**Exercise directions**. For every line in the data below, check for the word "right", then state how many lines have it. Answer with the number only.

**Data under study**.
────────────────────────────────────────
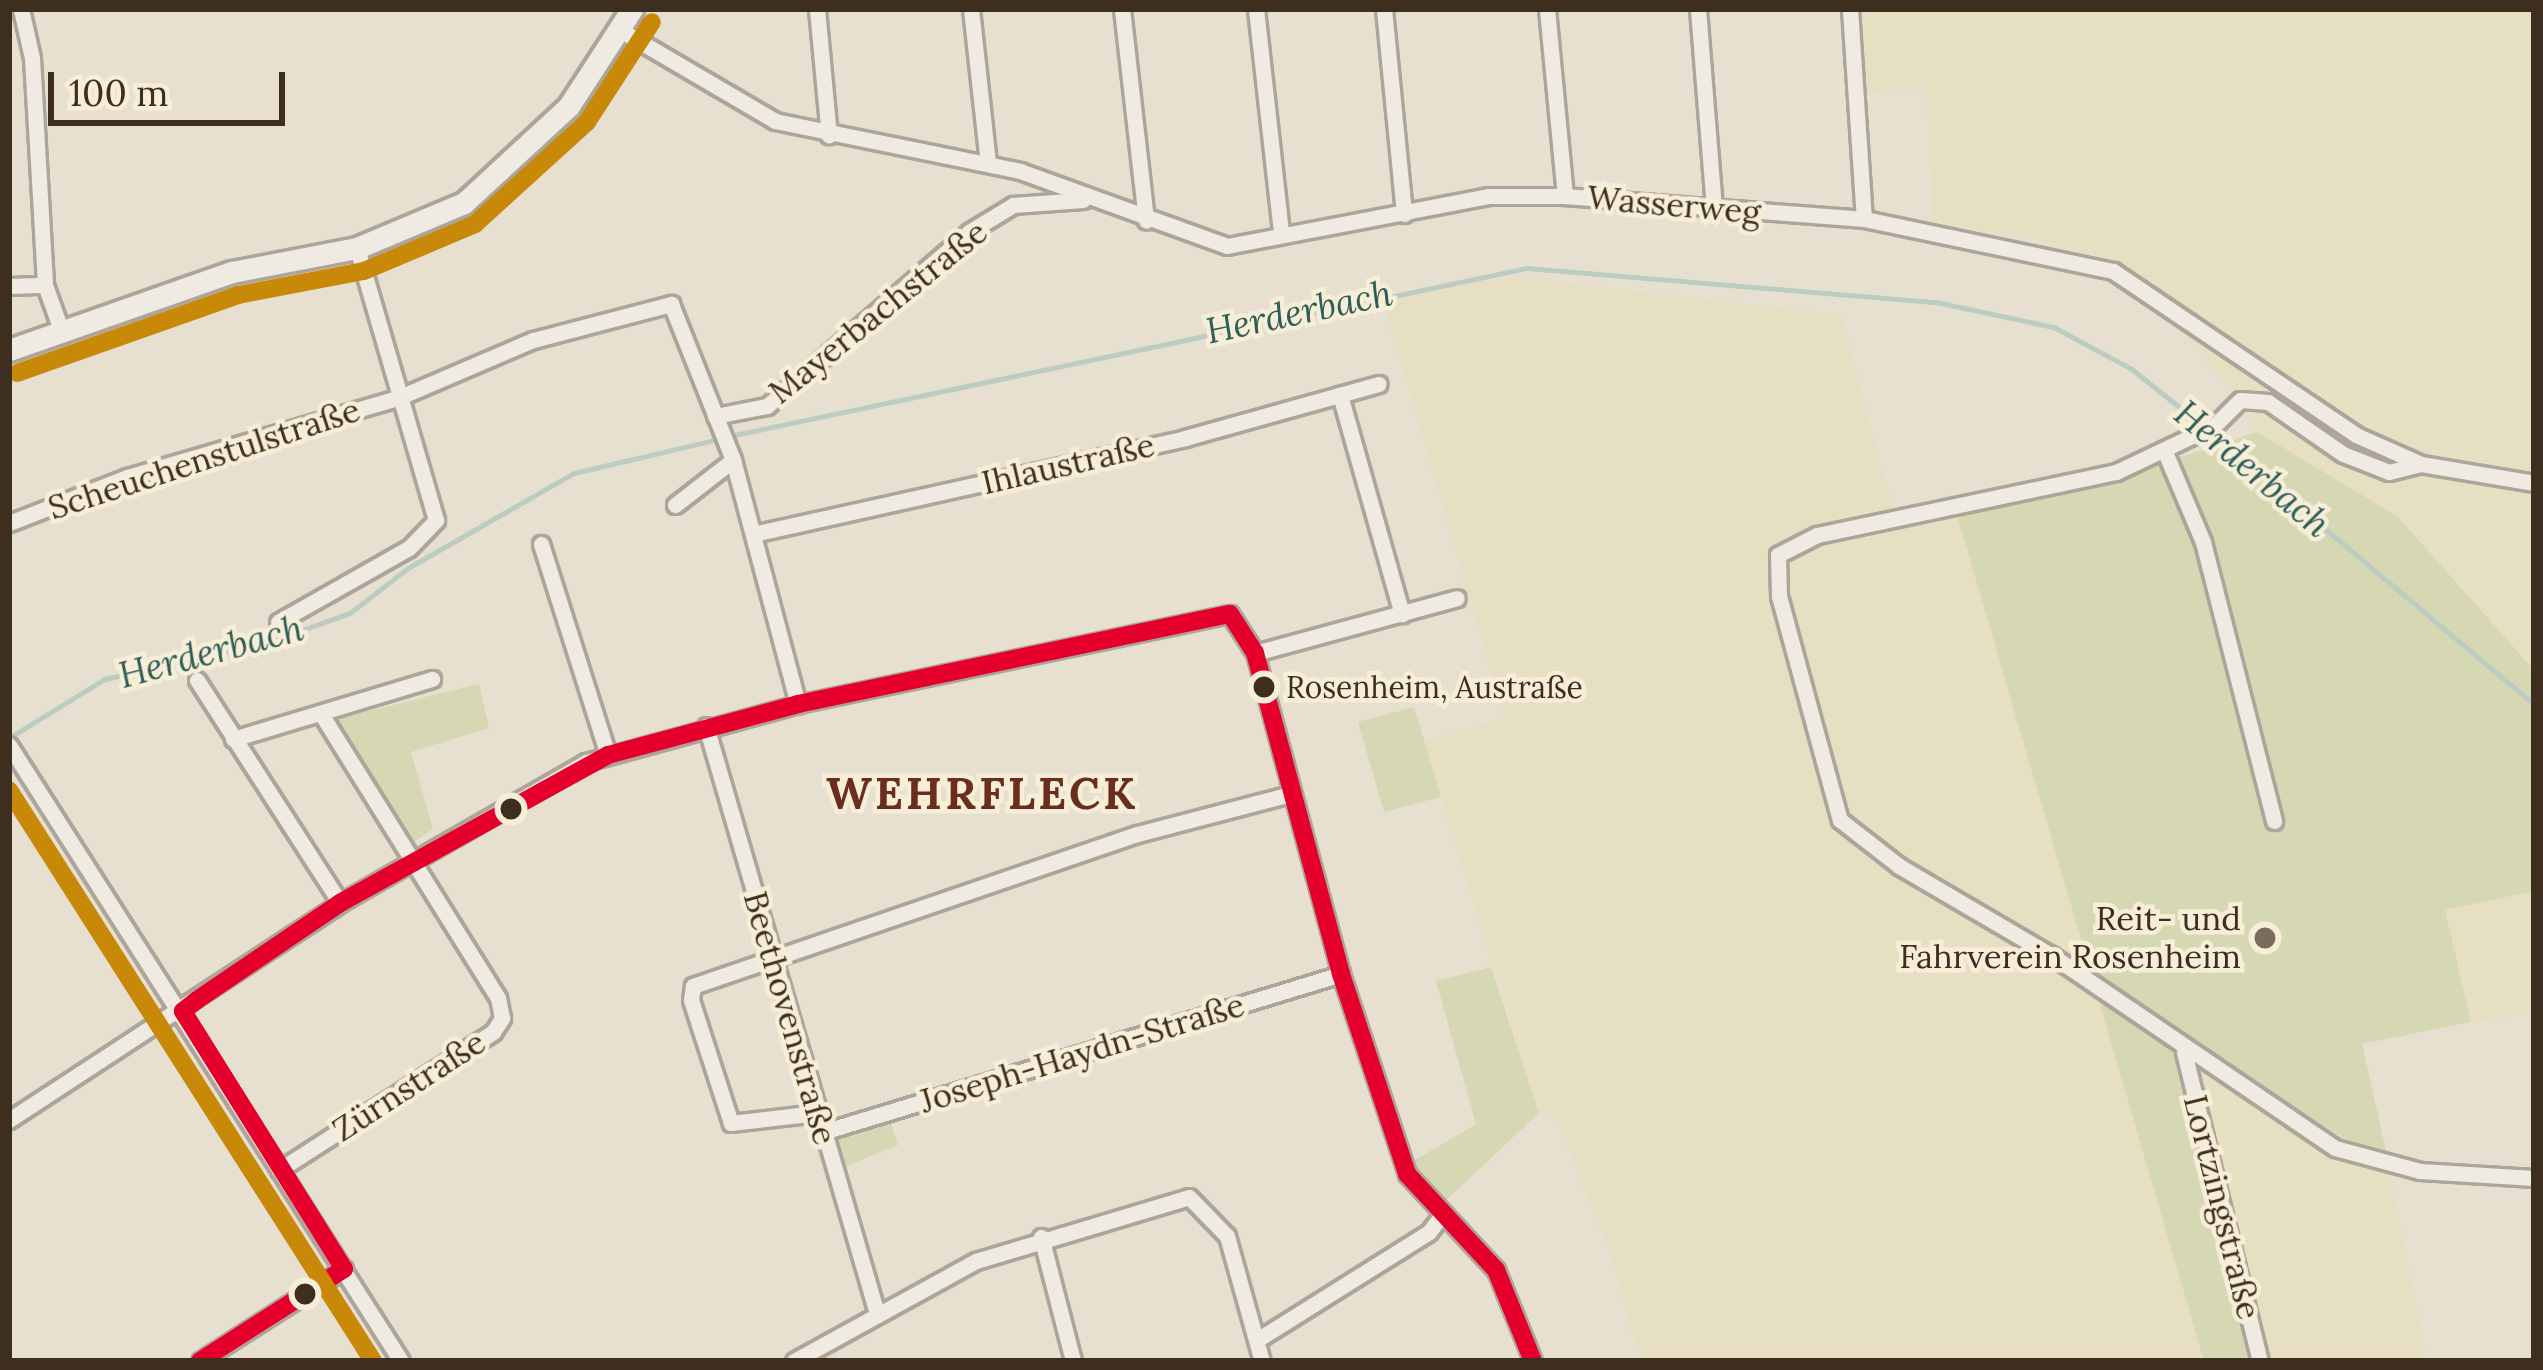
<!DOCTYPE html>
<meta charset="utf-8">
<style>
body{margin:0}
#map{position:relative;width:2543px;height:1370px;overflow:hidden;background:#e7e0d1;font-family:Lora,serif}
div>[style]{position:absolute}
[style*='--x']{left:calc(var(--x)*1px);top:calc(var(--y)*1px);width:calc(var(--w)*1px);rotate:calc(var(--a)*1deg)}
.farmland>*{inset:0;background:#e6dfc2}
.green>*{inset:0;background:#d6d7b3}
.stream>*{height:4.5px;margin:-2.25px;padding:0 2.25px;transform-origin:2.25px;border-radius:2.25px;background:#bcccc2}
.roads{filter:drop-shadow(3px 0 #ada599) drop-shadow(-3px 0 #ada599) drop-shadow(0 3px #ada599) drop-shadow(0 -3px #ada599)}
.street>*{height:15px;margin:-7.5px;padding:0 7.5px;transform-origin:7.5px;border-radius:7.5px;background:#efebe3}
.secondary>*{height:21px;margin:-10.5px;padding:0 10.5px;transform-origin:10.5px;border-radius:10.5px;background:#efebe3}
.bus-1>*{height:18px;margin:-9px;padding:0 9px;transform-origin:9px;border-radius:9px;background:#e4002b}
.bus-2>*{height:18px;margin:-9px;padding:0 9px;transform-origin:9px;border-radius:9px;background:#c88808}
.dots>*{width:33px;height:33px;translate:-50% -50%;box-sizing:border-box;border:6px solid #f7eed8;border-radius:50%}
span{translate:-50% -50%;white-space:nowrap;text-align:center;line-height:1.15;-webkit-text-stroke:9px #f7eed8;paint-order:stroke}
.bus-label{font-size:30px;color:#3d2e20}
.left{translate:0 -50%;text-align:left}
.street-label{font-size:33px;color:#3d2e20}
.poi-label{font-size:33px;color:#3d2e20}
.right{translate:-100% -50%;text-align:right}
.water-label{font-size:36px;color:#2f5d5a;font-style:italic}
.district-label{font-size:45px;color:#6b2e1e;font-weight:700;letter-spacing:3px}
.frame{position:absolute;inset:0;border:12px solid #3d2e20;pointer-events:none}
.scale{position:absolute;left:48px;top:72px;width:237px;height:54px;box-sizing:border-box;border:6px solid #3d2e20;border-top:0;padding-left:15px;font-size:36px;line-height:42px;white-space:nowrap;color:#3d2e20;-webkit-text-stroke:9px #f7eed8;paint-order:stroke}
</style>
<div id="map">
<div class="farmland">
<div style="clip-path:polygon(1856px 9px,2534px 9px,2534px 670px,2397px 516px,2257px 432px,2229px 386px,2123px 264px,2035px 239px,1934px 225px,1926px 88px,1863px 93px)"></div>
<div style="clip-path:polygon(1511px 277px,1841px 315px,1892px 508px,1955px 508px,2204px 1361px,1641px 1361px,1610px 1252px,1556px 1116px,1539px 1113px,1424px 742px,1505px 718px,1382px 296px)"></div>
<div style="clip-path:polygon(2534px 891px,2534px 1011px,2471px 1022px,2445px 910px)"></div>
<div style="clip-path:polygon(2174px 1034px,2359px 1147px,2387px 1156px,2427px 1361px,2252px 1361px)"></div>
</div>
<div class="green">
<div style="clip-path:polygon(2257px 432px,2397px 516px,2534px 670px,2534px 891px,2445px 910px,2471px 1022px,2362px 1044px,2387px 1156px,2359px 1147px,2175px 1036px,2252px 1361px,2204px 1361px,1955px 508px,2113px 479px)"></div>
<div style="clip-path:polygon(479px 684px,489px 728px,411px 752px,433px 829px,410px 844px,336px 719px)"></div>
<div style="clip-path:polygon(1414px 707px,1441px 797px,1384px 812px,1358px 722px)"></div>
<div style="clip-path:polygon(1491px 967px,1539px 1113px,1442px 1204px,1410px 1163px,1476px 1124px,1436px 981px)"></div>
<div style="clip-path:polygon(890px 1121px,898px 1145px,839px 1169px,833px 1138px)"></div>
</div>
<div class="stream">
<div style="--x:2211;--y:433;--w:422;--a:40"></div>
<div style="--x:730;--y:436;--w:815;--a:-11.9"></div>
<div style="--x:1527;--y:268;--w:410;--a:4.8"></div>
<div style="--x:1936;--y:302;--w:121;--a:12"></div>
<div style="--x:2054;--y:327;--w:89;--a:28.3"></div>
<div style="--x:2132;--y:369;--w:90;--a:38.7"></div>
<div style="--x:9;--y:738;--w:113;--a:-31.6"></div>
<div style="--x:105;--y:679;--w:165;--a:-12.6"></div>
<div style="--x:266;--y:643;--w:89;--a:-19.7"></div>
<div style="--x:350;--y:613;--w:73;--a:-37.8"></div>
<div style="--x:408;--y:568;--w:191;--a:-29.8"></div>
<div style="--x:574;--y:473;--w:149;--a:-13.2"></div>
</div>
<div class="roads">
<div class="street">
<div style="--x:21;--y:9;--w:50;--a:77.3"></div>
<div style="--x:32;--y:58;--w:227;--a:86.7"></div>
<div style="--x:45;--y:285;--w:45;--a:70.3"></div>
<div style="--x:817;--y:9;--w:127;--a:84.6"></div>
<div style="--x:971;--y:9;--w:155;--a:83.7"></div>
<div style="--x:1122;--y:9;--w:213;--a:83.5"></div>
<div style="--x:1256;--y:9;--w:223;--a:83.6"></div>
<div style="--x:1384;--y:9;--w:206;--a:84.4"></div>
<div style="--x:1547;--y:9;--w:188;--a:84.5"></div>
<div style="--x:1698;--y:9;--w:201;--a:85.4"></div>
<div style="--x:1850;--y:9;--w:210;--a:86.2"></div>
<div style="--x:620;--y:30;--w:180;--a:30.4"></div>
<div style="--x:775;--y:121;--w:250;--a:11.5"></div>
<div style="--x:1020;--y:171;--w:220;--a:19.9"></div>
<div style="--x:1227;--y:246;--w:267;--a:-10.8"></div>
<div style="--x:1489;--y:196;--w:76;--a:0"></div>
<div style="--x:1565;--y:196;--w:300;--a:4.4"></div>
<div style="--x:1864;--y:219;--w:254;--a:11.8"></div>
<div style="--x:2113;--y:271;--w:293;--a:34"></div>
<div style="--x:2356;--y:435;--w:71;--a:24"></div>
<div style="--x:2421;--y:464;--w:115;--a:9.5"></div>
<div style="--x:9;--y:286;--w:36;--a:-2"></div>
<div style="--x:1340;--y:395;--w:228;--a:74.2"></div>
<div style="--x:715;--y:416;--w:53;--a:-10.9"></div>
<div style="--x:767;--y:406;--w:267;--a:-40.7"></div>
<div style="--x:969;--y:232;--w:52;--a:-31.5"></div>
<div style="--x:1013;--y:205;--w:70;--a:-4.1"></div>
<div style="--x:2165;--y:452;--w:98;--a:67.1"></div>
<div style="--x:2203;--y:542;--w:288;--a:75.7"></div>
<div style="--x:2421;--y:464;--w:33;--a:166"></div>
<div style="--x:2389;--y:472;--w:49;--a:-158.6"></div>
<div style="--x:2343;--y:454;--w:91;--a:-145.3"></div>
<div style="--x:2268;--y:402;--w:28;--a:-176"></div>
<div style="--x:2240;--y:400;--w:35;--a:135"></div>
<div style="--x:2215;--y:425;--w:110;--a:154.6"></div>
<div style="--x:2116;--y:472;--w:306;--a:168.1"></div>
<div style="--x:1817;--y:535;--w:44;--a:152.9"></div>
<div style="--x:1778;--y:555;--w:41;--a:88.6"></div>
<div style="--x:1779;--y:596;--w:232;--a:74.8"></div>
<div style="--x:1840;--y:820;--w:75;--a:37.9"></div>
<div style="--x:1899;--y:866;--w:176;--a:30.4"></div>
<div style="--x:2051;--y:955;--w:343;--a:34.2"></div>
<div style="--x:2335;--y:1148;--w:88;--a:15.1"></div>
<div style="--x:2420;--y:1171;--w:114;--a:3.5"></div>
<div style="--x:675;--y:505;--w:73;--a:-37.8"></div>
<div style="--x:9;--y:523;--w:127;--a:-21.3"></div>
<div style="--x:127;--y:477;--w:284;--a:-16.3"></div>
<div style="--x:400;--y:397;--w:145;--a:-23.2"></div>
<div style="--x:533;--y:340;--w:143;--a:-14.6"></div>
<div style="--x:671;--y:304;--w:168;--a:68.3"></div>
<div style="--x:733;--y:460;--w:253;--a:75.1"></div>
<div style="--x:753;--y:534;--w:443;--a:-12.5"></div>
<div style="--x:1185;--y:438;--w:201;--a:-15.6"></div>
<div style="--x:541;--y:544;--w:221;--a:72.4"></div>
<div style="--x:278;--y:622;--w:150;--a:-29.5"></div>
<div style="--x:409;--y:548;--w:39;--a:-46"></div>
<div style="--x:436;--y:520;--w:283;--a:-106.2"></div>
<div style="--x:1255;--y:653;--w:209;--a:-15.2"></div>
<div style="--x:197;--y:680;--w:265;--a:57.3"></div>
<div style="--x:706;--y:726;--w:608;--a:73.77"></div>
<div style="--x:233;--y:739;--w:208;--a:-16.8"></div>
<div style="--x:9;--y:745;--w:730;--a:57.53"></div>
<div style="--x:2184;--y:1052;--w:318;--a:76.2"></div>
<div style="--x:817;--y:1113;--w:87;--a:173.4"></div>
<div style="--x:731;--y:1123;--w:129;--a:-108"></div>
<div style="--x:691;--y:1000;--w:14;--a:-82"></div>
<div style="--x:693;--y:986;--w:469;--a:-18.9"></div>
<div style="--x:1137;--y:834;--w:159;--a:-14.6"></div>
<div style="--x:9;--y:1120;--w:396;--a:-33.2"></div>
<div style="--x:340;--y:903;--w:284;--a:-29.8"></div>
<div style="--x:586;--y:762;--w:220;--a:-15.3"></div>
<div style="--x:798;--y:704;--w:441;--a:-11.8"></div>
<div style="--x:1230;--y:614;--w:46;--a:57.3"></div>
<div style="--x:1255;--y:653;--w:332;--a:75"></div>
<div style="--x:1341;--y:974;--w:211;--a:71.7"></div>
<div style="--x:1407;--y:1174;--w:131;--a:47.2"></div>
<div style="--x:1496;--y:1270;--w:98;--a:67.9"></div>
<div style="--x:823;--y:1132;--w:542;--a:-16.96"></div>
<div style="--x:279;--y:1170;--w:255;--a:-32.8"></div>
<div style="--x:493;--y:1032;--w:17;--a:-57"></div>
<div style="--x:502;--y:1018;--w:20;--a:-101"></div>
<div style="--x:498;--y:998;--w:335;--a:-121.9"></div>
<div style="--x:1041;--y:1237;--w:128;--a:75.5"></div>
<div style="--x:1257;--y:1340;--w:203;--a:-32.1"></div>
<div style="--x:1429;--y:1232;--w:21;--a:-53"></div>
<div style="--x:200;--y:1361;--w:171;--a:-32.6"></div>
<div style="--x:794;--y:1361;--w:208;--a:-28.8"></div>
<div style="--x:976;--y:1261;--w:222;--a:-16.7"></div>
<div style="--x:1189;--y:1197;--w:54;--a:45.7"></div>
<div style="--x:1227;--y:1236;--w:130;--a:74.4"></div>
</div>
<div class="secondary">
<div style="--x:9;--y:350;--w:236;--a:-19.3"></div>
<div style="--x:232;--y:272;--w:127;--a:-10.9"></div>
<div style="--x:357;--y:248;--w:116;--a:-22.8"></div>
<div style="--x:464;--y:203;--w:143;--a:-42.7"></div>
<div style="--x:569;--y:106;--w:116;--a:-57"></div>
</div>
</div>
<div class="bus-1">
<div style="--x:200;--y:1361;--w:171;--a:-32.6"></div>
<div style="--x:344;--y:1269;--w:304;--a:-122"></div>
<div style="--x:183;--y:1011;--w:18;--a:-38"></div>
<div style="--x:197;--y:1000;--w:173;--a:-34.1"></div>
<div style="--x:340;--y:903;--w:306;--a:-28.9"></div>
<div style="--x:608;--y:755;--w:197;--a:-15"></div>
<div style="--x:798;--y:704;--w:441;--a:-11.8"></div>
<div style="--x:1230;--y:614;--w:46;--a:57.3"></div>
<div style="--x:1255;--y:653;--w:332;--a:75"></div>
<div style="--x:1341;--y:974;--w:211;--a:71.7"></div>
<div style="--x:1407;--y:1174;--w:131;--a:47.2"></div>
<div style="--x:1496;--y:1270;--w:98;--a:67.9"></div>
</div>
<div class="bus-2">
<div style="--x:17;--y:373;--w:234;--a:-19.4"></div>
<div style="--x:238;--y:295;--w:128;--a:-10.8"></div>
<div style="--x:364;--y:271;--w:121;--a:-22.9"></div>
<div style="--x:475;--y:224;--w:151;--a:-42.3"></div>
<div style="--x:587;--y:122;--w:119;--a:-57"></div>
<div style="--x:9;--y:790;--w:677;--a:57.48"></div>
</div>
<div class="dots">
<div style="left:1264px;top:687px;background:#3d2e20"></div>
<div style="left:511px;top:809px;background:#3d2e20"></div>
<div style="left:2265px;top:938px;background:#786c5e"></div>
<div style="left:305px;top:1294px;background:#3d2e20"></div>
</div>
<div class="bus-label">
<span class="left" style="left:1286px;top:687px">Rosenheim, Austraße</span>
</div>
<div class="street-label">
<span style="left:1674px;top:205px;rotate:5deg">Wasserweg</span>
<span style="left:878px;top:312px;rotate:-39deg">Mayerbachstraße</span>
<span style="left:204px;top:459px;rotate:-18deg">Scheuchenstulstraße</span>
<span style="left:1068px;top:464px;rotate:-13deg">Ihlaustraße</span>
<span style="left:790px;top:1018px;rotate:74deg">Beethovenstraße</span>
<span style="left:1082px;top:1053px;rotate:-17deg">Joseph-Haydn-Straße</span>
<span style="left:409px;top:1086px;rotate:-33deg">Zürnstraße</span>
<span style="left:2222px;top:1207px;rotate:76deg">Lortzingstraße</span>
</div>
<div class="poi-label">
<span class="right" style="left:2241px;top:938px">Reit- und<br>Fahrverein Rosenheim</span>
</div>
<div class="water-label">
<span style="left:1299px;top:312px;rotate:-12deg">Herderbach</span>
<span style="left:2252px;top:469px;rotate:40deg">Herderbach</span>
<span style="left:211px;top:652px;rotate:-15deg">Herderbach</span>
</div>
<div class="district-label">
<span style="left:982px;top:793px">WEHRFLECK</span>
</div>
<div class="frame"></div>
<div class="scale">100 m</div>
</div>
────────────────────────────────────────
**Response**. 2